I suck at Art.
Which is sort of inconvenient, what with me being an artist and all.
There are some days when I can not only paint...I can FLY! I am facile and brilliant! Colours sing! The Universe flows through my brush and onto the paper or canvas set before me. On those days, painting is like dancing: strong, instinctive, joyous.
Obviously, today is NOT one of those days.
I have a show in two weeks. Frankly, I'm not sure that I have enough artwork to show (we'll forget for now that there is the whole getting it ready part of the process....all of the matting and framing and pricing, etc.). So, I have been trying to churn out some fresh watercolours to toss into a flip-rack, because I don't have any watercolours available for sale.
The reason that I feel so driven to produce some bright, sparkly watercolours is because I would really like to generate some income from this show and (face it) people don't have a whole lot of cash on hand to spend on paintings. So, I figure, a basket of watercolours might generate some sales.

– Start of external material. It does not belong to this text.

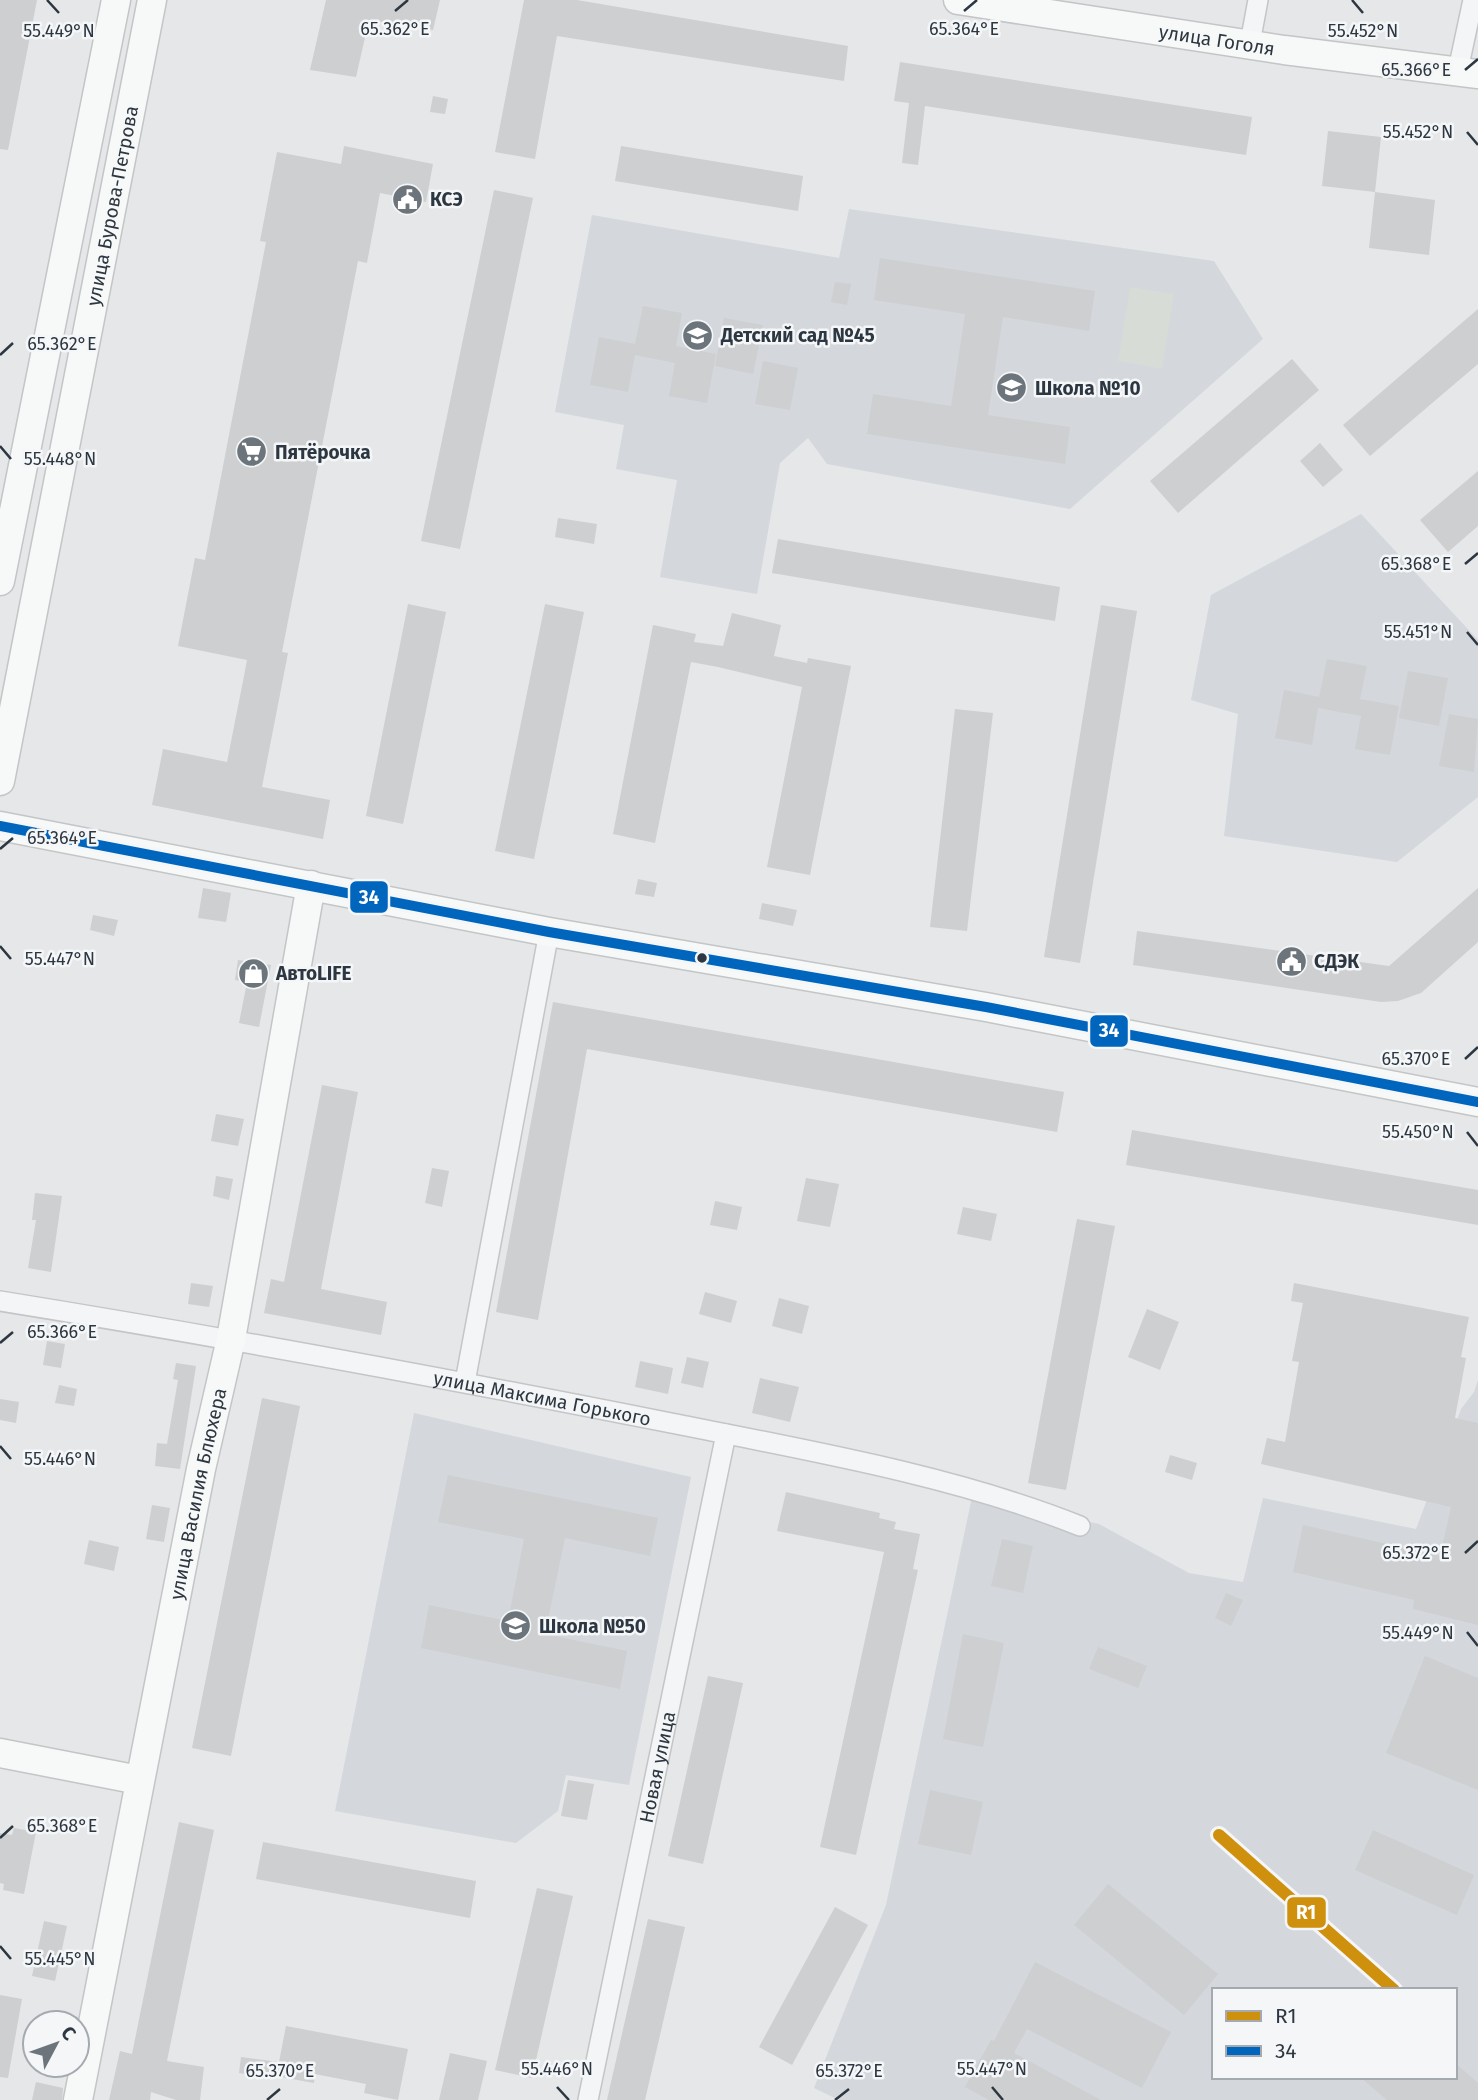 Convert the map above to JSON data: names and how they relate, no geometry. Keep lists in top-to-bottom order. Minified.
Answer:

But, today, my muses are not co-operating with me. Maybe they resent being market driven. Maybe they're tired. They aren't talking to me today, so I have no idea what's up with them. So, I'm left with that awful, empty feeling. Down is up and up is down and there is no colour in the world and everything is bleak and joyless. I am a sham. A hack. A middle-aged dilettante
A little while ago, I went upstairs to my husband's office and plopped down in a desk chair.
"I suck at Art!"
"No, you don't", he said. "You do not suck at Art. You're just having a bad day."